Fourth quarter, 8:45 left, second and 6 from the Chiefs' 48. Donald Stephenson gets blow'd by, and Knile Davis gets blow'd up. I think Jamaal Charles would've somehow gained nine yards here. I am sad.
Fourth quarter, 3:11 left, third and 6 from the Chiefs' 22. This is insane by Jay Cutler.
One more angle:
Fourth quarter, 1:03 left, third and 10 from the Chiefs' 37. If this is actually, seriously, for real pass interference, then I don't know how you're supposed to play defense.
Fourth quarter, 0:02 left, 66-yard field goal attempt. This was a terrible decision.
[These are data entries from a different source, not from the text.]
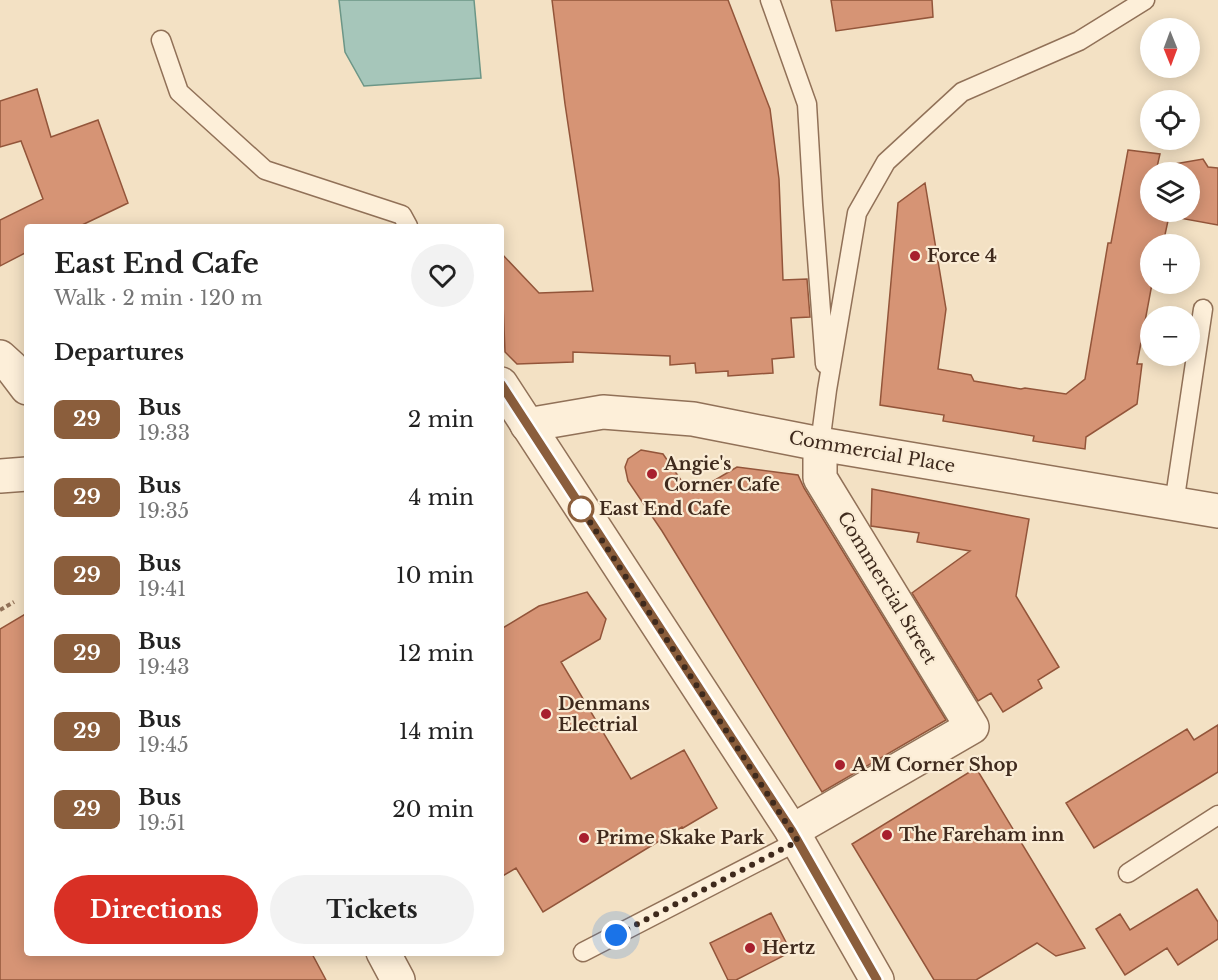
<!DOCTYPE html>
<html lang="en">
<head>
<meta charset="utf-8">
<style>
  :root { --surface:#fff; --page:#f2f2f2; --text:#222; --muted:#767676; --accent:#d93025 }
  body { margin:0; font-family:"Libre Baskerville",serif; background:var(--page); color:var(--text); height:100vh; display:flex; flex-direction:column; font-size:22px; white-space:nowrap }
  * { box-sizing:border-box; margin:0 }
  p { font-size:20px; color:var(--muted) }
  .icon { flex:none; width:33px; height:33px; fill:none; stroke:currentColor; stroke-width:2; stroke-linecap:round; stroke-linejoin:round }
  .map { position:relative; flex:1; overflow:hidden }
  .drawer { position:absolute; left:24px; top:224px; width:480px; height:732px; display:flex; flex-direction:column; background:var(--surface); border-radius:6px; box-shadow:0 3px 15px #0003 }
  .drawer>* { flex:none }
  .badge { padding:0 12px; border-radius:9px; font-size:21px; line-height:39px }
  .needle { width:39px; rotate:179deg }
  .buttons { position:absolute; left:1140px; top:18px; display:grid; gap:12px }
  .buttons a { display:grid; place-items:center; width:60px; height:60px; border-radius:50%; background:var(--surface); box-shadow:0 3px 15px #0003; font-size:30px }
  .you { position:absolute; width:30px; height:30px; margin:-15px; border:4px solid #fff; border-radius:50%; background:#1a73e8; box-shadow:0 0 0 9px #1a73e833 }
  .map>.badge { position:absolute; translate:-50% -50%; box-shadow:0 0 0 3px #fff }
  h2 { padding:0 30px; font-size:22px; line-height:54px }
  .round { display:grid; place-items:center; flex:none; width:63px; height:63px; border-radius:32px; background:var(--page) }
  .headline { display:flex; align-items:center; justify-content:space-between; height:102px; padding:0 30px }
  h1 { font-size:28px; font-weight:700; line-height:45px }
  .cta { display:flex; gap:12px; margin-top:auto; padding:12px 30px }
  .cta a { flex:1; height:69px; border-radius:36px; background:var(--accent); color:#fff; font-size:24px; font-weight:700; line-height:69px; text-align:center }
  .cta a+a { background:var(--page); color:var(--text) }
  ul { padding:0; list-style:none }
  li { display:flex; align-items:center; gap:18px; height:78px; padding:0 30px }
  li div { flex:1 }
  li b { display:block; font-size:22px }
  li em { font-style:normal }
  li .badge { min-width:66px; font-weight:700; text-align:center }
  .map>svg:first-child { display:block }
  .water { fill:#a6c6ba; stroke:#6c9687; stroke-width:1.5 }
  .building { fill:#d69475; stroke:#93553a; stroke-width:1.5; fill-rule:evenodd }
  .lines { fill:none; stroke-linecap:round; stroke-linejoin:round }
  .service-casing { stroke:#917158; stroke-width:21 }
  .minor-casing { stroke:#917158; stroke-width:36 }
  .tertiary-casing { stroke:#917158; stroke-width:36 }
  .path { stroke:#917158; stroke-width:4; stroke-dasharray:4.5 3; stroke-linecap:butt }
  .service { stroke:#fdefd9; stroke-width:18 }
  .minor { stroke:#fdefd9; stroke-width:33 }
  .tertiary { stroke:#fdefd9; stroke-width:33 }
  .line-casing { stroke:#fff; stroke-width:14 }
  .line { stroke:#8b5e3c; stroke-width:9 }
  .walk { stroke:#3f2a1d; stroke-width:6; stroke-dasharray:0 10.8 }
  .poi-dot { fill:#a8202e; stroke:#faecd5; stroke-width:2 }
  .stop-dot { fill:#fff; stroke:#8b5e3c; stroke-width:3 }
  .labels { text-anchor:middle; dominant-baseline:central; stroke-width:4.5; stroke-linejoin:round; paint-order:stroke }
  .poi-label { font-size:18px; font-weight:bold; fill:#3f2a1d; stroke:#faecd5; text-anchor:start }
  .street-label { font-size:18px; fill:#3f2a1d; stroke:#faecd5 }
  .stop-label { font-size:18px; font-weight:bold; fill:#3f2a1d; stroke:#faecd5; text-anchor:start }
</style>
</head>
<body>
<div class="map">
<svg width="1218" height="980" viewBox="0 0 1218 980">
  <rect width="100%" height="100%" fill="#f3e1c4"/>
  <path class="water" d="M 339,0 L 474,0 L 481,78 L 364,86 L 345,52 Z"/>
  <path class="building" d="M 552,0 L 728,0 L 770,109 L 779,179 L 783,280 L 807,279 L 810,317 L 791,318 L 794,357 L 772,359 L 773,373 L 728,376 L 728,371 L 696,373 L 695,363 L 670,365 L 670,356 L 573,352 L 573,362 L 517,364 L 505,352 L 501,253 L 539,293 L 593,291 L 565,104 Z
    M 831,0 L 932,0 L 933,17 L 836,31 Z
    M 37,89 L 51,137 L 98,120 L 128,203 L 80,226 L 27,226 L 27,252 L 0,266 L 0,220 L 43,199 L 21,141 L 0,147 L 0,101 Z
    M 1128,150 L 1160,154 L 1157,167 L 1203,159 L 1208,167 L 1218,168 L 1218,225 L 1169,216 L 1163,244 L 1150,244 L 1152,284 L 1137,364 L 1142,364 L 1137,404 L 1086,437 L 1085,449 L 1033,441 L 1034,436 L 943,421 L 944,415 L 880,405 L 898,203 L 925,183 L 946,309 L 938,369 L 971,375 L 974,381 L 1021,389 L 1025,388 L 1066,394 L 1085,379 L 1108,243 L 1111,243 ZM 1150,172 L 1190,172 L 1190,212 L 1150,212 Z
    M 641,450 L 663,454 L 685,486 L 687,485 L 693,493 L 737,467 L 798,475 L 804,488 L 946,720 L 822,792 L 662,531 L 628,481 L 625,467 L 628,459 Z
    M 872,489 L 1029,519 L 1016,596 L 1059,667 L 1038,680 L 1042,688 L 1003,712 L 991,693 L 978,701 L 912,593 L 970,551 L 917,542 L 919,533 L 871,526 Z
    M 587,592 L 606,619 L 600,639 L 561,662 L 631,779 L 684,750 L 717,808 L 683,828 L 682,827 L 543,912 L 516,868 L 501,877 L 501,629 L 539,606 Z
    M 27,613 L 27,952 L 311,952 L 326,980 L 0,980 L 0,629 Z
    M 1218,725 L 1218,772 L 1094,848 L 1066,803 L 1187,729 L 1194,740 Z
    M 976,768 L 1085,948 L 1056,956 L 1037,943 L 976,980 L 934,980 L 852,844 Z
    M 1197,889 L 1218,922 L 1218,939 L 1178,965 L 1167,948 L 1125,975 L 1096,929 L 1120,914 L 1130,930 Z
    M 771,913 L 791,952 L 736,980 L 728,980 L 710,943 Z"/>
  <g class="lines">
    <defs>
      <path id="service" d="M 770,0 L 807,104 L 813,205 L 825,364
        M 161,40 L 179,92 L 265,170 L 402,215 L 408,226
        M 820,444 L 827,390 L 857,213 L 886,162 L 962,92 L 1079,41 L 1145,0
        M 1174,504 L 1203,309
        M 1128,873 L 1218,815
        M 583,952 L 798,841"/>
      <path id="minor" d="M 0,357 L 11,367 L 27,388
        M 527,425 L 603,412 L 693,419 L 820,444 L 1218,511
        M 792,831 L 972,727 L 820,478 L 820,444
        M 383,952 L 398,980"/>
      <path id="tertiary" d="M 501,384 L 792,831 L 877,980
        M 0,476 L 27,474"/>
    </defs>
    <use href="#service" class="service-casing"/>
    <use href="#minor" class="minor-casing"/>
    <use href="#tertiary" class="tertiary-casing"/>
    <path class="path" d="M 0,610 L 14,602"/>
    <use href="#service" class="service"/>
    <use href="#minor" class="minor"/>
    <use href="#tertiary" class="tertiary"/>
  </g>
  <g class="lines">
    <defs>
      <path id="line" d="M 501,384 L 792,831 L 877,980"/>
    </defs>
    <use href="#line" class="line-casing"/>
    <use href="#line" class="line"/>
    <path class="walk" d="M 581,509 L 577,502 L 798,841 L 616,935"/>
  </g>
  <g class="poi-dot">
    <circle cx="915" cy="256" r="6"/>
    <circle cx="652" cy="474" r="6"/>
    <circle cx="546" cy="714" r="6"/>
    <circle cx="840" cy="765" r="6"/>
    <circle cx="887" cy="835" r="6"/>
    <circle cx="584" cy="838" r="6"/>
    <circle cx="750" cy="948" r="6"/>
  </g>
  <circle class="stop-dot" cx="581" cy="509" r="12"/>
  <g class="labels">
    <g class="poi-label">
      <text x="927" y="256">Force 4</text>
      <text x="664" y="464">Angie's<tspan x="664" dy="21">Corner Cafe</tspan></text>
      <text x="558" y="704">Denmans<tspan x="558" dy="21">Electrial</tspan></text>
      <text x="852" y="765">A M Corner Shop</text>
      <text x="899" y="835">The Fareham inn</text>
      <text x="596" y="838">Prime Skake Park</text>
      <text x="762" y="948">Hertz</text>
    </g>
    <g class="street-label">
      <text transform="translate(872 452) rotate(10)">Commercial Place</text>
      <text transform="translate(887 588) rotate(59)">Commercial Street</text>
    </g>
    <g class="stop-label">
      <text x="599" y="509">East End Cafe</text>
    </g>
  </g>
</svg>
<div class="buttons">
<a><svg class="needle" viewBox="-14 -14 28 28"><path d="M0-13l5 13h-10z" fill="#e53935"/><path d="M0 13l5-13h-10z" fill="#767676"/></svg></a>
<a><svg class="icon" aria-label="locate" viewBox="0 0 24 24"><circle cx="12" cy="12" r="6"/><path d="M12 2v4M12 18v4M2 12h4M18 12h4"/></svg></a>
<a><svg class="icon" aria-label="layers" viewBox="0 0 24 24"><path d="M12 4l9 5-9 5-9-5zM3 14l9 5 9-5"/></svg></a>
<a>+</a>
<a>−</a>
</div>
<div class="you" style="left:616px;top:935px"></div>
<section class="drawer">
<div class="headline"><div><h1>East End Cafe</h1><p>Walk · 2 min · 120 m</p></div><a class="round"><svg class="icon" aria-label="heart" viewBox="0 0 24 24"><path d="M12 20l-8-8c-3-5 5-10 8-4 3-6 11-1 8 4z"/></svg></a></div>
<h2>Departures</h2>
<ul>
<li><span class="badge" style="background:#8b5e3c;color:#fff">29</span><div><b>Bus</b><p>19:33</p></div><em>2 min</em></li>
<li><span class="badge" style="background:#8b5e3c;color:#fff">29</span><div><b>Bus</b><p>19:35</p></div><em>4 min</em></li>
<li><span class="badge" style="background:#8b5e3c;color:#fff">29</span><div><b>Bus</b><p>19:41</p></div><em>10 min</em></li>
<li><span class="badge" style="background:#8b5e3c;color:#fff">29</span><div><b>Bus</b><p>19:43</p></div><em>12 min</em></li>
<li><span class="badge" style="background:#8b5e3c;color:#fff">29</span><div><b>Bus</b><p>19:45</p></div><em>14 min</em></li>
<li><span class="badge" style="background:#8b5e3c;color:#fff">29</span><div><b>Bus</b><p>19:51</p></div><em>20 min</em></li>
</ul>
<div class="cta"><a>Directions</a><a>Tickets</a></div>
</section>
</div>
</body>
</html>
After the game, Andy Reid justified this by saying Santos hit from this deep in practice. But Santos said that was with the wind. This was against it. The ball barely crossed the goal line, and was wide right. Santos never had a chance. This was a bad decision, putting a player in an impossible spot, and one that the team should've never been in anyway. You know, you could do much worse than this for a complete illustration of the 2015 Chiefs so far.